S. Pietro di Saccomuro
Era una modesta costruzione, come d'uso, impiantata sui ruderi di una villa romana nella località Mammalocchi, un colle presso il castello di Saccomuro a quattro chilometri da Vicovaro verso Tivoli.
Ed è in questa chiesa che alcuni storici vogliono identificare la basilica dedicata a S. Pietro che i nobili Albino e Glafira avrebbero donato a Papa Simmaco (498-514).
La chiesa è menzionata in una divisione tra gli Orsini del 5-1-1288.
Nello Statuto di Saccomuro, rogato il 26 settembre 1311 e concesso da Giovanni Orsini di Francesco a tre rappresentanti della esigua comunità locale, non viene accennata la Chiesa di S. Pietro ma quella di S. Maria il cui rettore, fu uno dei testimoni dell'atto.
Nel secolo XVI la costruzione, ridotta ad un cumulo di rovine, risulta come pertinente alla " tenuta di Saccomuro"
I documenti successivi ne tacciono completamente.

 

Santa Maria in Pesale o Santa Maria in Fundo Rubeto.
Menzionata nei documenti medievali, era localizzata nella località Quarto del Piano.
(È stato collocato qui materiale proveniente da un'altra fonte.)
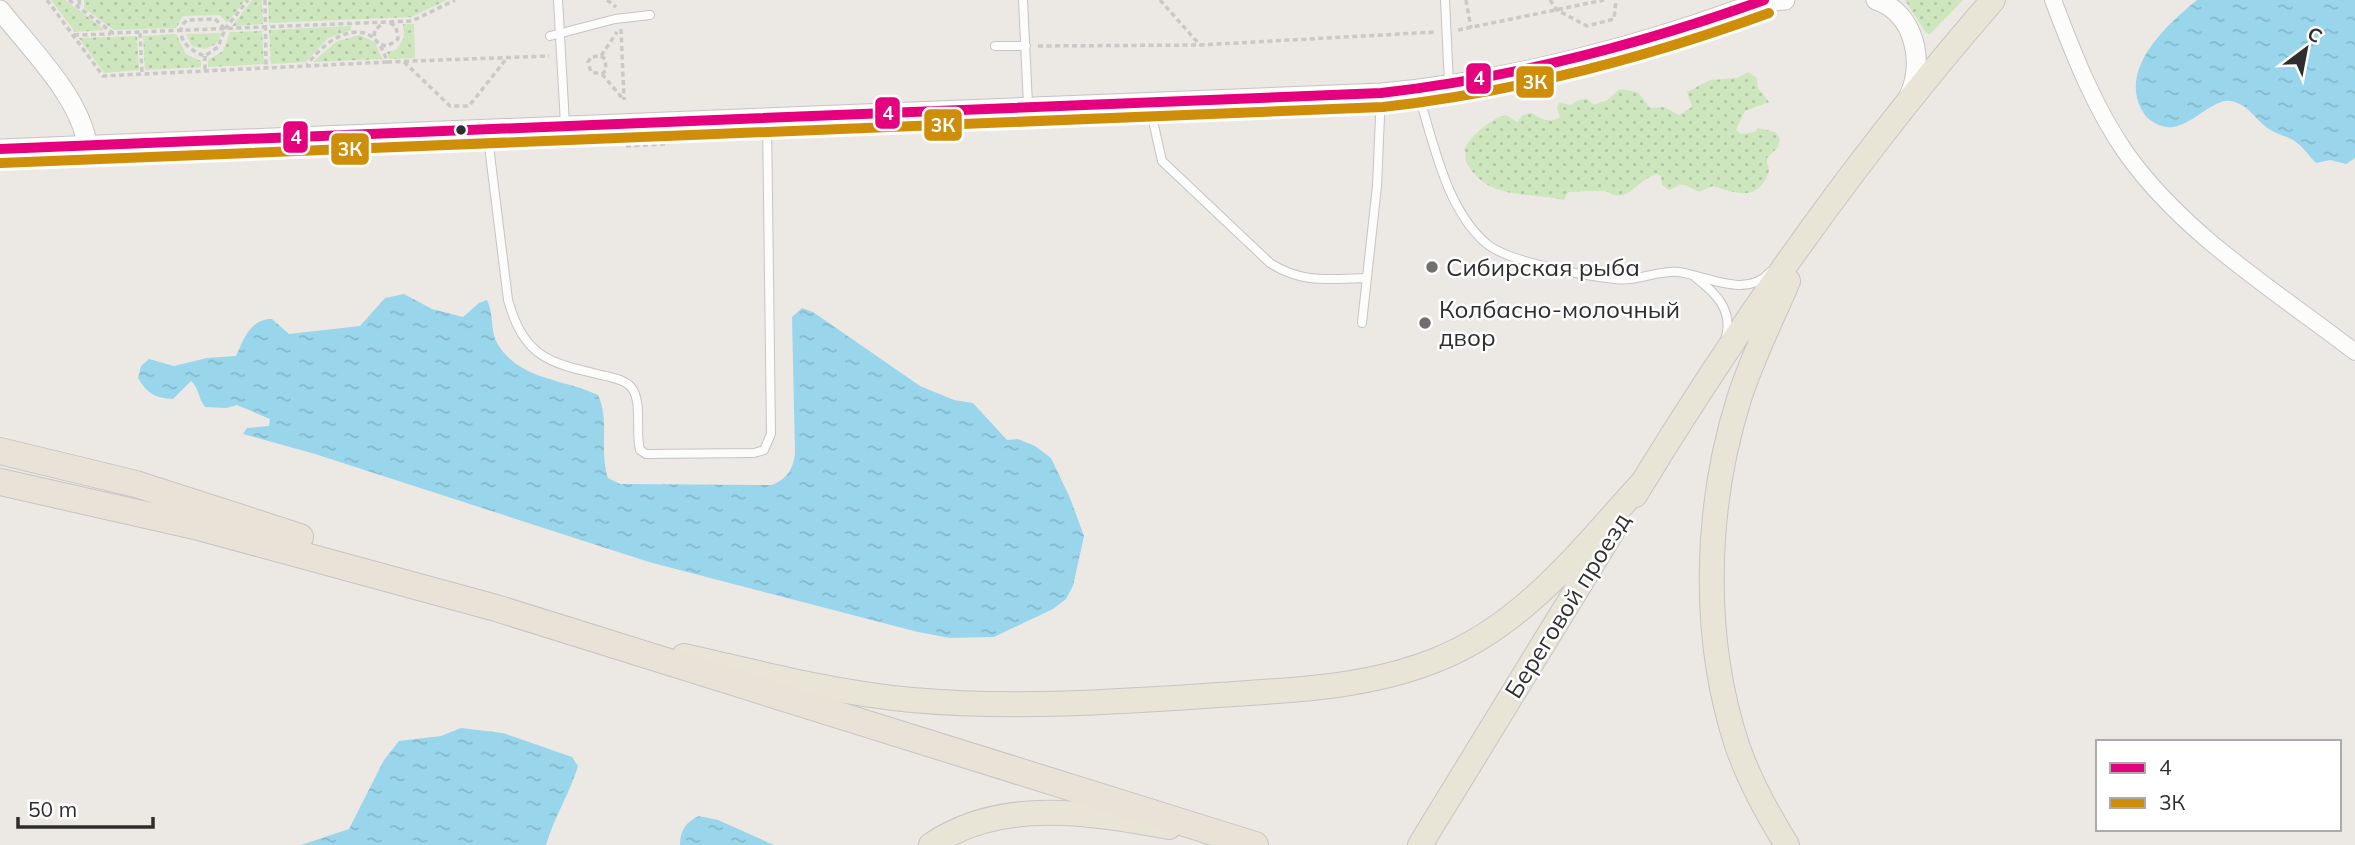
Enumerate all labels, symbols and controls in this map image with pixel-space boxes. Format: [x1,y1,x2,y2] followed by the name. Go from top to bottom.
[2271,14,2341,84] north arrow
[2303,21,2327,48] text: С
[1465,62,1492,95] line badge: 4
[1515,65,1555,99] line badge: 3К
[1473,66,1485,90] text: 4
[1523,70,1548,94] text: 3К
[874,96,901,130] line badge: 4
[882,101,894,125] text: 4
[923,108,963,142] line badge: 3К
[931,113,956,137] text: 3К
[282,120,309,154] line badge: 4
[454,123,468,137] unlabelled marker
[290,125,302,149] text: 4
[330,132,370,166] line badge: 3К
[338,137,363,161] text: 3К
[1446,252,1640,282] place label: Сибирская рыба
[1424,259,1440,275] marker: Сибирская рыба
[1439,294,1680,352] place label: Колбасно-молочный двор
[1417,315,1433,331] marker: Колбасно-молочный двор
[1498,507,1636,703] street label: Береговой проезд
[2096,740,2341,831] legend
[2159,754,2172,780] text: 4
[18,786,152,830] scale bar
[2159,789,2186,815] text: 3К
[28,796,77,822] text: 50 m

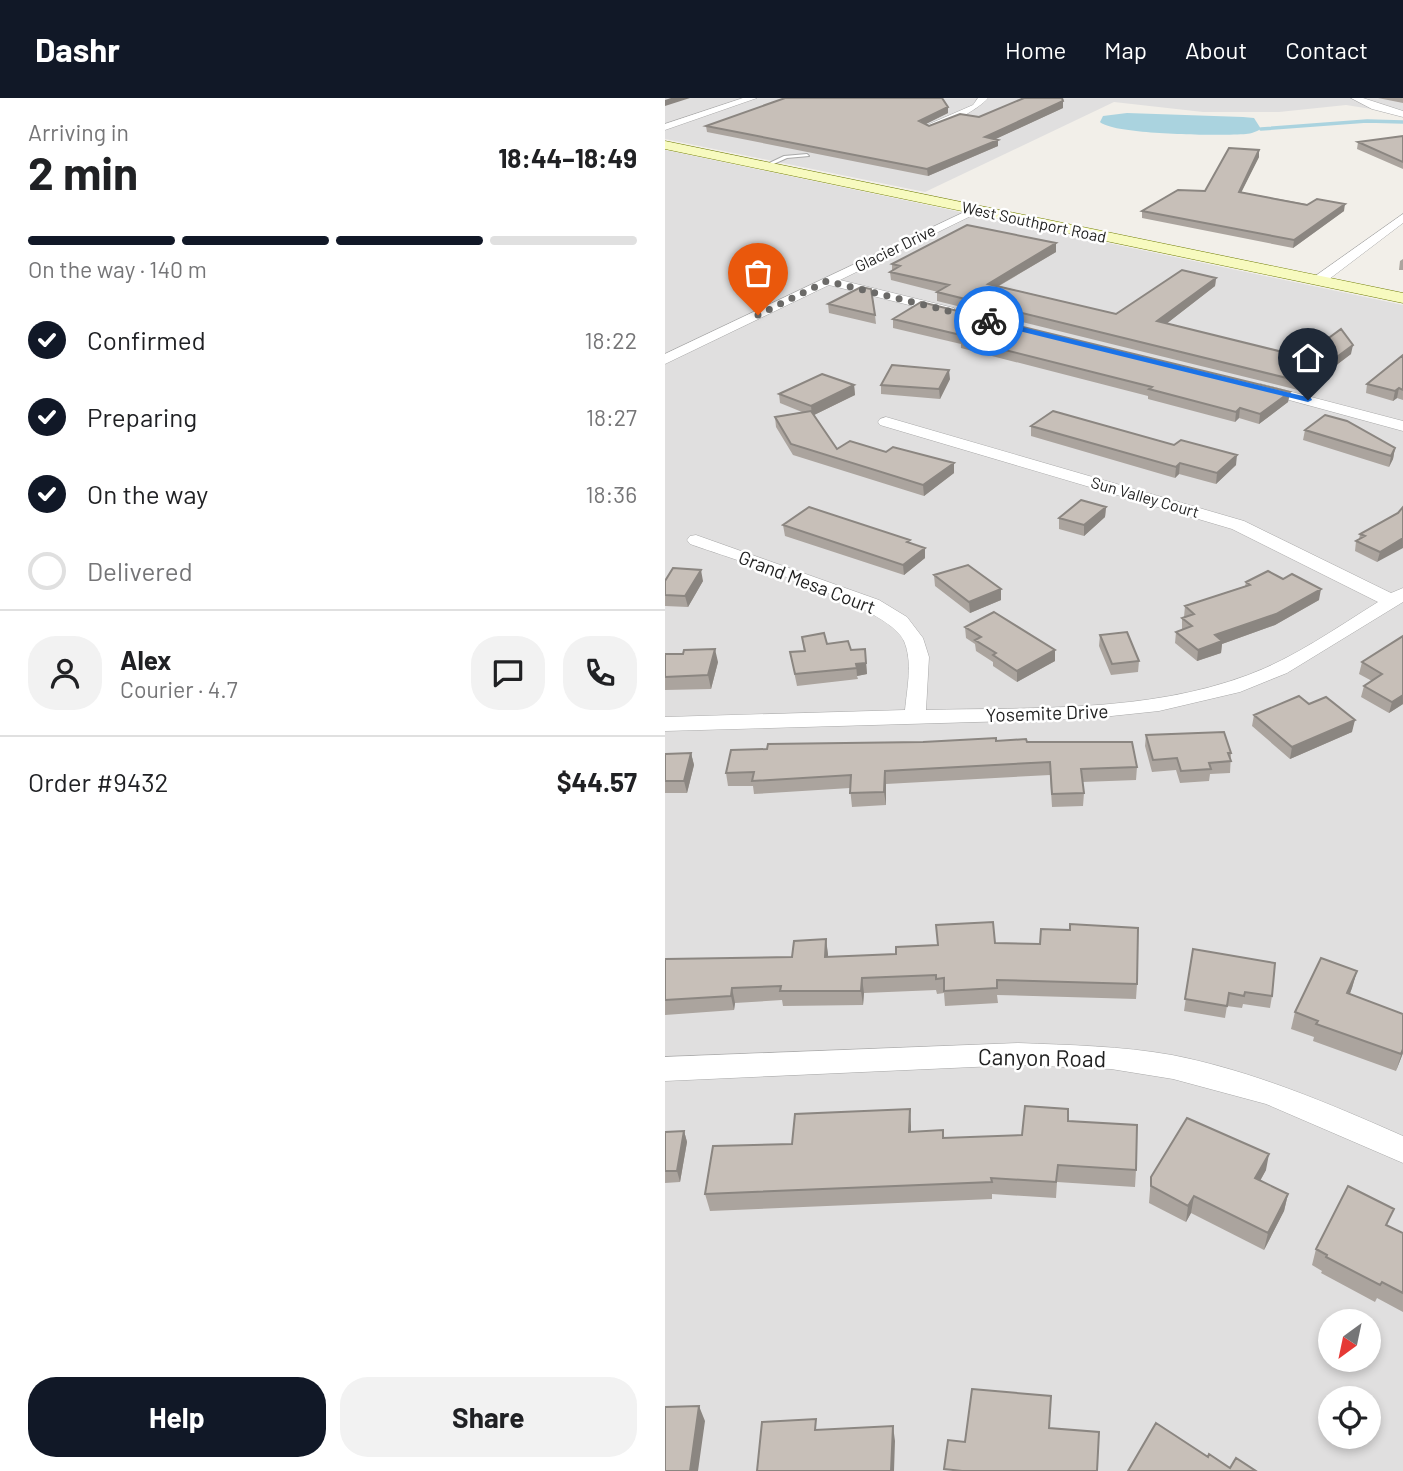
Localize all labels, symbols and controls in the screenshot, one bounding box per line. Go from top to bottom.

L'edificio a navata unica ed abside era stato eretto sui ruderi di una villa romana. Ora non rimangono che poche vestigia.
Forse è questa la chiesa di S. Maria citata nello Statuto di Saccomuro. I documenti successivi non ne parlano più anche s'è rimasto il toponimo

Santa Maria Vecchia
Posta nella località detta Lo Stazio o Fonte dell'Olmo a sud del bivio della Licinese - via per Roccagiovine. L'edificio, la cui storia è tuttora abbastanza oscura, era stato costruito su ruderi romani.
Alla fine dell'Ottocento nello stesso sito già occupato dalla pieve furono rinvenute iscrizioni ed un sarcofago andati distrutti.

 



Santa Maria de Ronci
Anche se in territorio di Roccagiovine è stata sempre legata affettivamente a Vicovaro.
La chiesa - di cui ora sono rimaste poche vestigia - si erge alla fine della Valle dell'Inferno, a qualche centinaio di metri dai confini di S. Polo, di Vicovaro, dell'ex castello di Spogna, e proprio alla confluenza di altre due "vallocchie" con le relative strade di valico - quella di Valle Fura, a sinistra, e quella di Vena Caprara, a destra.
La chiesuola del Ronci - da non confondere con quella del Podium Runci - fu sicuramente un edificio medievale, nato su ruderi precedenti, completamente rinnovato, tra la fine del sec. XIV e l'inizio del sec. XV, dagli Orsini del ramo di Roccagiovine e Licenza, proprietari del luogo.
La pieve, un edificio rettangolare senza abside, nel suo interno ospitava un unico altare, dedicato alla Vergine, rappresentata col Bambino entro una mandorla di teste di cherubini, in una bella tavola di matrice umbro- laziale del tardo XV- in. XVI, a cui non è azzardato accostare il nome del Pastura (Antonio del Massaro).
Nel secolo XVII è ricordata sempre come di proprietà del ramo degli Orsini di Licenza -Roccagiovine che n'avevano lo jure patronatus.
Passata insieme con l'intero feudo di Roccagiovine - dai Borghese nel 1734 e dagli Orsini nel 1737 - a Vincenzo Nunez, divenne proprietà nel 1821 di Luigi del Gallo.
Nel 1843 la chiesa era ancora curata da due romiti e questo sino a qualche decennio dopo, quando l'edificio rimasto incustodito iniziò a decadere ed a minacciare rovina.
Fu in quelle circostanze che fu traslata dall'eremo di Ronci la Tavola della Vergine col Bambino e portata processionalmente nella parrocchiale di S. Nicola a Roccagiovine ove venne assemblata in una moderna cornice.
Ed a questa trasporto è legata un curioso aneddoto: i Vicovaresi, attaccati alla devozione della Vergine del Ronci tentarono di portare l'Immagine a Vicovaro sottraendola così ai Roccatani ma la coppia di buoi che trasportava il dipinto si fermò di botto per l'improvviso peso, come se la tavola fosse divenuta…di piombo, l'inspiegabile fenomeno fece loro abbandonare il proposito. Ne sono rimasti, però, alcuni ricordi e leggende come certe piante inclinate - genuflesse si dice - al passare dell'Immagine, e nella popolazione un modo di dire per descrivere ciò che paradossalmente diventa di colpo inamovibile: "…Impiummarsi come la Madonna de Runci…".